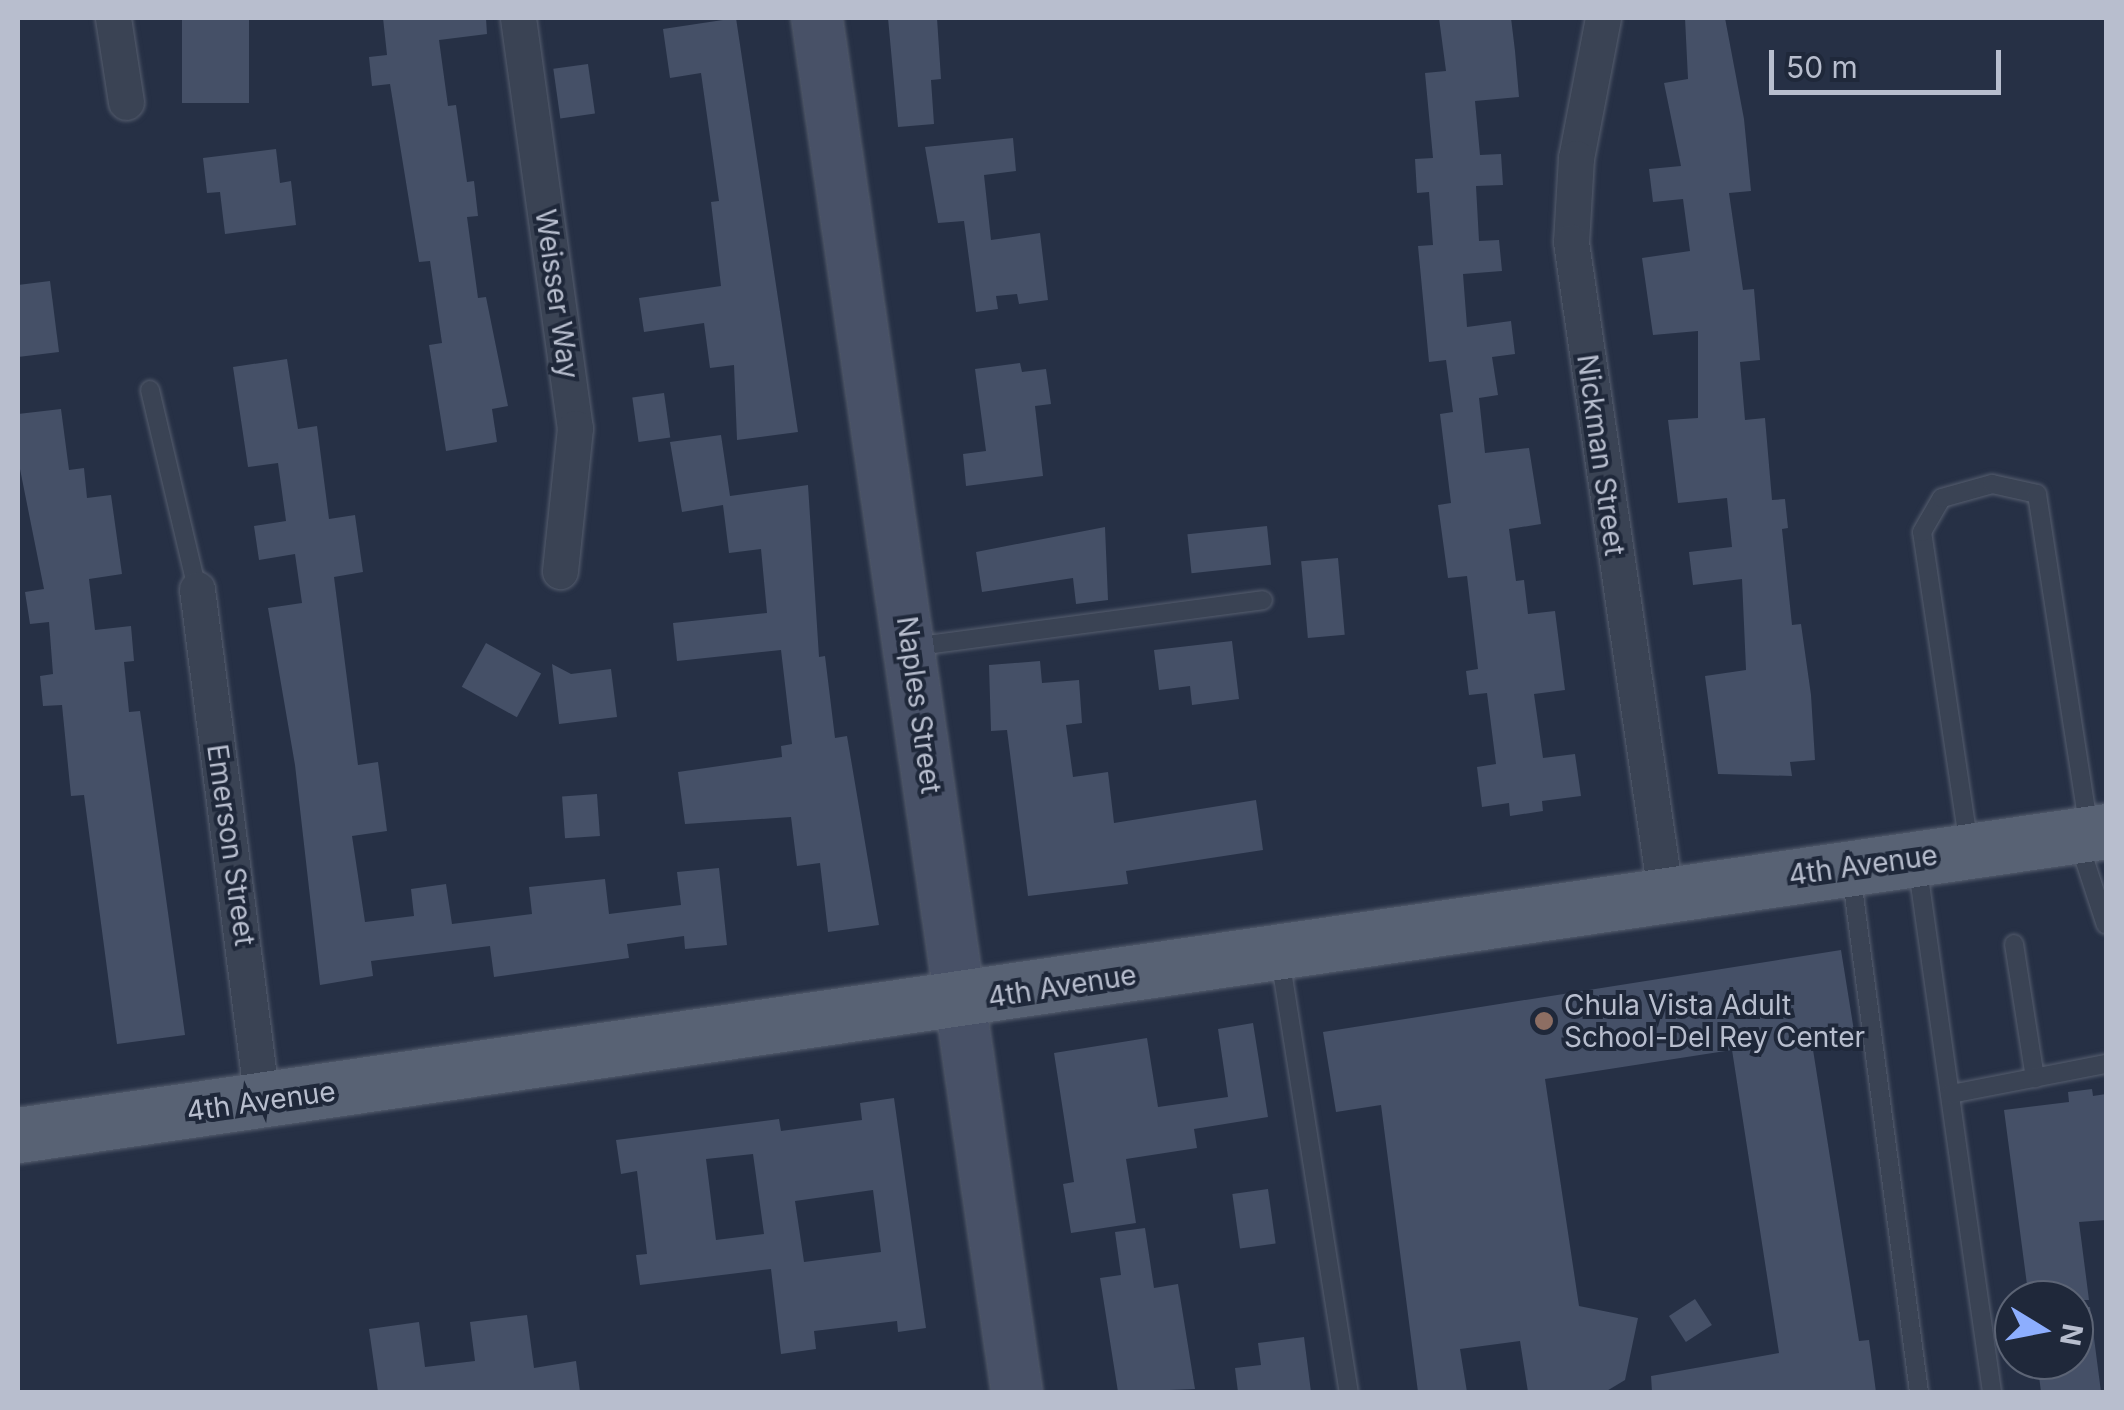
<!DOCTYPE html>
<style>
body{margin:0}
#map{position:relative;width:2124px;height:1410px;overflow:hidden;background:#263045;font-family:Inter,sans-serif}
div>[style]{position:absolute}
.building>*{inset:0;background:#455067;transform-origin:0 0}
.roads{filter:drop-shadow(0 0 2px #565e6f) drop-shadow(0 0 2px #565e6f)}
.lane>*{height:18px;margin:-9px;padding:0 9px;transform-origin:9px;border-radius:9px;background:#3a4354}
.street>*{height:35px;margin:-17.5px;padding:0 17.5px;transform-origin:17.5px;border-radius:17.5px;background:#3a4354}
.secondary>*{height:50px;margin:-25px;padding:0 25px;transform-origin:25px;border-radius:25px;background:#485167}
.primary>*{height:55px;margin:-27.5px;padding:0 27.5px;transform-origin:27.5px;border-radius:27.5px;background:#586274}
.dots>*{width:28px;height:28px;translate:-50% -50%;box-sizing:border-box;border:5px solid #1f283a;border-radius:50%}
span{translate:-50% -50%;white-space:nowrap;text-align:center;line-height:1.15;-webkit-text-stroke:8px #1f283a;paint-order:stroke}
.street-label{font-size:28px;color:#b8bece}
.poi-label{font-size:28px;color:#b8bece}
.left{translate:0 -50%;text-align:left}
.frame{position:absolute;inset:0;border:20px solid #b8bece;pointer-events:none}
.north{position:absolute;left:1994px;top:1280px;width:100px;height:100px;box-sizing:border-box;background:#1f283a;border:2px solid #5c6475;border-radius:50%;rotate:100deg;font-size:28px;font-weight:700;line-height:40px;text-align:center;color:#b8bece}
.north::after{content:'';display:block;margin:auto;width:35px;height:45px;background:#8daefe;clip-path:polygon(50% 0,100% 100%,50% 72%,0 100%)}
.scale{position:absolute;left:1769px;top:50px;width:232px;height:45px;box-sizing:border-box;border:5px solid #b8bece;border-top:0;padding-left:12px;font-size:30px;line-height:35px;white-space:nowrap;color:#b8bece;-webkit-text-stroke:8px #1f283a;paint-order:stroke}
</style>
<div id="map">
<div class="building">
<div style="left:182px;top:18px;width:67px;height:85px"></div>
<div style="clip-path:polygon(383px 18px,486px 18px,487px 34px,439px 40px,448px 106px,456px 105px,467px 182px,474px 181px,478px 216px,467px 217px,478px 298px,486px 297px,508px 406px,492px 409px,497px 442px,446px 451px,429px 345px,442px 343px,430px 261px,419px 262px,390px 84px,372px 86px,369px 57px,387px 55px)"></div>
<div style="clip-path:polygon(736px 18px,798px 432px,737px 440px,734px 365px,710px 368px,704px 323px,644px 332px,639px 298px,721px 286px,711px 202px,719px 201px,701px 73px,670px 78px,663px 29px)"></div>
<div style="clip-path:polygon(888px 18px,937px 18px,941px 79px,931px 80px,934px 124px,898px 127px)"></div>
<div style="clip-path:polygon(1439px 18px,1511px 18px,1515px 51px,1519px 97px,1475px 101px,1480px 155px,1501px 154px,1503px 185px,1476px 186px,1479px 241px,1499px 240px,1502px 271px,1463px 274px,1467px 327px,1511px 321px,1515px 354px,1492px 357px,1498px 395px,1479px 398px,1485px 453px,1529px 448px,1541px 524px,1509px 529px,1516px 581px,1524px 580px,1528px 614px,1555px 611px,1565px 690px,1534px 694px,1543px 758px,1575px 754px,1581px 796px,1542px 801px,1543px 811px,1510px 816px,1509px 803px,1482px 807px,1477px 767px,1496px 764px,1487px 693px,1469px 695px,1466px 671px,1478px 669px,1467px 576px,1448px 578px,1438px 505px,1451px 503px,1440px 414px,1453px 412px,1446px 360px,1429px 362px,1418px 246px,1433px 245px,1429px 192px,1417px 193px,1415px 159px,1433px 158px,1425px 73px,1446px 71px)"></div>
<div style="clip-path:polygon(1685px 18px,1725px 18px,1744px 119px,1751px 191px,1729px 193px,1743px 290px,1754px 289px,1760px 360px,1740px 362px,1745px 420px,1765px 418px,1772px 500px,1785px 499px,1788px 528px,1782px 529px,1792px 625px,1801px 624px,1811px 695px,1815px 760px,1790px 762px,1792px 776px,1718px 774px,1705px 676px,1746px 670px,1742px 579px,1693px 585px,1689px 552px,1732px 547px,1727px 498px,1678px 503px,1668px 420px,1698px 418px,1698px 331px,1653px 335px,1642px 258px,1690px 251px,1683px 199px,1653px 202px,1649px 169px,1681px 166px,1664px 83px,1688px 79px)"></div>
<div style="left:588px;top:64px;width:50px;height:35px;rotate:82deg"></div>
<div style="clip-path:polygon(1013px 138px,1016px 171px,984px 175px,991px 240px,1040px 233px,1048px 300px,1019px 304px,1017px 294px,996px 296px,998px 309px,976px 312px,964px 221px,938px 223px,925px 147px)"></div>
<div style="clip-path:polygon(276px 149px,280px 183px,291px 181px,296px 225px,225px 234px,220px 192px,207px 193px,203px 158px)"></div>
<div style="clip-path:polygon(50px 281px,59px 352px,18px 357px,18px 285px)"></div>
<div style="clip-path:polygon(287px 359px,298px 429px,317px 426px,329px 519px,355px 515px,363px 572px,334px 577px,358px 765px,378px 762px,387px 831px,352px 836px,365px 922px,414px 916px,411px 889px,446px 884px,452px 924px,532px 914px,529px 887px,605px 879px,609px 914px,681px 905px,677px 872px,719px 868px,727px 945px,685px 949px,684px 936px,627px 944px,629px 958px,494px 977px,490px 946px,371px 961px,373px 976px,320px 985px,295px 765px,268px 608px,302px 603px,295px 554px,259px 560px,254px 526px,286px 521px,278px 463px,248px 467px,233px 367px)"></div>
<div style="clip-path:polygon(1020px 363px,1022px 372px,1046px 369px,1051px 404px,1035px 406px,1043px 476px,966px 486px,963px 454px,986px 451px,975px 369px)"></div>
<div style="left:664px;top:393px;width:45px;height:32px;rotate:82deg"></div>
<div style="clip-path:polygon(61px 409px,69px 470px,84px 468px,87px 498px,111px 495px,122px 574px,89px 579px,95px 630px,131px 626px,134px 661px,124px 662px,129px 712px,140px 711px,185px 1035px,117px 1044px,84px 795px,71px 796px,62px 705px,43px 706px,40px 676px,53px 674px,49px 622px,30px 624px,25px 592px,44px 589px,18px 459px,18px 414px)"></div>
<div style="clip-path:polygon(721px 435px,730px 496px,808px 485px,819px 657px,825px 656px,835px 738px,847px 736px,879px 925px,828px 932px,820px 863px,797px 866px,791px 817px,685px 824px,678px 772px,782px 757px,781px 746px,792px 744px,781px 650px,677px 661px,673px 623px,767px 613px,761px 549px,729px 553px,723px 505px,682px 512px,670px 442px)"></div>
<div style="left:1267px;top:526px;width:39px;height:80px;rotate:84deg"></div>
<div style="clip-path:polygon(1105px 527px,1108px 600px,1076px 604px,1073px 578px,982px 592px,976px 552px)"></div>
<div style="left:1338px;top:558px;width:77px;height:37px;rotate:85deg"></div>
<div style="clip-path:polygon(1232px 641px,1239px 699px,1192px 705px,1190px 686px,1159px 690px,1154px 650px)"></div>
<div style="left:486px;top:643px;width:63px;height:50px;rotate:29deg"></div>
<div style="clip-path:polygon(1040px 661px,1042px 683px,1079px 680px,1082px 723px,1066px 725px,1073px 777px,1108px 772px,1114px 823px,1256px 800px,1263px 850px,1126px 871px,1128px 884px,1028px 896px,1007px 730px,991px 731px,989px 665px)"></div>
<div style="clip-path:polygon(552px 664px,571px 674px,611px 669px,617px 717px,559px 724px)"></div>
<div style="left:597px;top:794px;width:42px;height:35px;rotate:86deg"></div>
<div style="clip-path:polygon(1841px 950px,1854px 1031px,1811px 1037px,1859px 1341px,1869px 1340px,1876px 1392px,1652px 1392px,1651px 1376px,1779px 1353px,1732px 1050px,1545px 1079px,1579px 1306px,1638px 1318px,1625px 1380px,1605px 1392px,1528px 1392px,1520px 1341px,1460px 1349px,1467px 1392px,1418px 1392px,1381px 1105px,1336px 1112px,1323px 1032px)"></div>
<div style="clip-path:polygon(1253px 1023px,1268px 1117px,1194px 1129px,1197px 1148px,1126px 1159px,1136px 1223px,1071px 1233px,1063px 1184px,1074px 1182px,1054px 1053px,1147px 1038px,1158px 1107px,1228px 1097px,1218px 1029px)"></div>
<div style="clip-path:polygon(2092px 1089px,2093px 1096px,2106px 1094px,2106px 1220px,2079px 1222px,2089px 1300px,2029px 1300px,2004px 1110px,2069px 1102px,2068px 1092px)"></div>
<div style="clip-path:polygon(evenodd,894px 1098px,926px 1328px,898px 1332px,897px 1321px,814px 1331px,816px 1349px,781px 1354px,771px 1269px,640px 1285px,636px 1255px,647px 1254px,637px 1171px,621px 1174px,616px 1140px,779px 1119px,781px 1131px,862px 1120px,860px 1103px,894px 1098px,753px 1154px,764px 1234px,716px 1240px,706px 1159px,753px 1154px,894px 1098px,873px 1190px,881px 1252px,804px 1262px,795px 1201px,873px 1190px)"></div>
<div style="left:1268px;top:1189px;width:55px;height:36px;rotate:82deg"></div>
<div style="clip-path:polygon(1145px 1228px,1154px 1288px,1178px 1284px,1195px 1389px,1118px 1392px,1100px 1278px,1121px 1275px,1115px 1232px)"></div>
<div style="left:1695px;top:1299px;width:31px;height:31px;rotate:57deg"></div>
<div style="clip-path:polygon(2090px 1307px,2101px 1392px,2041px 1392px,2037px 1360px,2074px 1360px,2074px 1308px)"></div>
<div style="clip-path:polygon(527px 1315px,534px 1368px,576px 1361px,580px 1392px,378px 1392px,369px 1329px,419px 1322px,425px 1367px,475px 1361px,470px 1322px)"></div>
<div style="clip-path:polygon(1304px 1337px,1311px 1392px,1238px 1392px,1235px 1368px,1261px 1365px,1258px 1343px)"></div>
</div>
<div class="roads">
<div class="lane">
<div style="left:150px;top:390px;width:204px;rotate:76.7deg"></div>
<div style="left:912px;top:647px;width:354px;rotate:-7.6deg"></div>
<div style="left:2078px;top:840px;width:89px;rotate:71.8deg"></div>
<div style="left:1969px;top:846px;width:317px;rotate:-98.5deg"></div>
<div style="left:1922px;top:532px;width:39px;rotate:-60deg"></div>
<div style="left:1942px;top:498px;width:52px;rotate:-15.6deg"></div>
<div style="left:1992px;top:484px;width:46px;rotate:12.5deg"></div>
<div style="left:2037px;top:494px;width:339px;rotate:81.2deg"></div>
<div style="left:1917px;top:863px;width:534px;rotate:81.93deg"></div>
<div style="left:1851px;top:872px;width:524px;rotate:82.55deg"></div>
<div style="left:2014px;top:944px;width:136px;rotate:81.1deg"></div>
<div style="left:1280px;top:958px;width:439px;rotate:81deg"></div>
<div style="left:1951px;top:1094px;width:158px;rotate:-11deg"></div>
</div>
<div class="street">
<div style="left:113px;top:18px;width:85px;rotate:81.2deg"></div>
<div style="left:518px;top:18px;width:414px;rotate:82.1deg"></div>
<div style="left:575px;top:428px;width:144px;rotate:96deg"></div>
<div style="left:1603px;top:18px;width:143px;rotate:100.9deg"></div>
<div style="left:1576px;top:158px;width:84px;rotate:93.4deg"></div>
<div style="left:1571px;top:242px;width:657px;rotate:81.77deg"></div>
<div style="left:197px;top:589px;width:516px;rotate:82.76deg"></div>
</div>
<div class="secondary">
<div style="left:817px;top:18px;width:1388px;rotate:81.72deg"></div>
</div>
<div class="primary">
<div style="left:18px;top:1135px;width:2110px;rotate:-8.28deg"></div>
</div>
</div>
<div class="dots">
<div style="left:1544px;top:1021px;background:#8d6e63"></div>
</div>
<div class="street-label">
<span style="left:557px;top:294px;rotate:82deg">Weisser Way</span>
<span style="left:1601px;top:455px;rotate:82deg">Nickman Street</span>
<span style="left:919px;top:705px;rotate:82deg">Naples Street</span>
<span style="left:231px;top:845px;rotate:82deg">Emerson Street</span>
<span style="left:1863px;top:865px;rotate:-8deg">4th Avenue</span>
<span style="left:1062px;top:986px;rotate:-9deg">4th Avenue</span>
<span style="left:261px;top:1101px;rotate:-8deg">4th Avenue</span>
</div>
<div class="poi-label">
<span class="left" style="left:1564px;top:1021px">Chula Vista Adult<br>School-Del Rey Center</span>
</div>
<div class="frame"></div>
<div class="north">N</div>
<div class="scale">50 m</div>
</div>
_ _ _ _
* WORK TO BE COMPLETED:
From the entries, copy every line in which the string "position" can be found.

* RESULT BELOW:
#map{position:relative;width:2124px;height:1410px;overflow:hidden;background:#263045;font-family:Inter,sans-serif}
div>[style]{position:absolute}
.frame{position:absolute;inset:0;border:20px solid #b8bece;pointer-events:none}
.north{position:absolute;left:1994px;top:1280px;width:100px;height:100px;box-sizing:border-box;background:#1f283a;border:2px solid #5c6475;border-radius:50%;rotate:100deg;font-size:28px;font-weight:700;line-height:40px;text-align:center;color:#b8bece}
.scale{position:absolute;left:1769px;top:50px;width:232px;height:45px;box-sizing:border-box;border:5px solid #b8bece;border-top:0;padding-left:12px;font-size:30px;line-height:35px;white-space:nowrap;color:#b8bece;-webkit-text-stroke:8px #1f283a;paint-order:stroke}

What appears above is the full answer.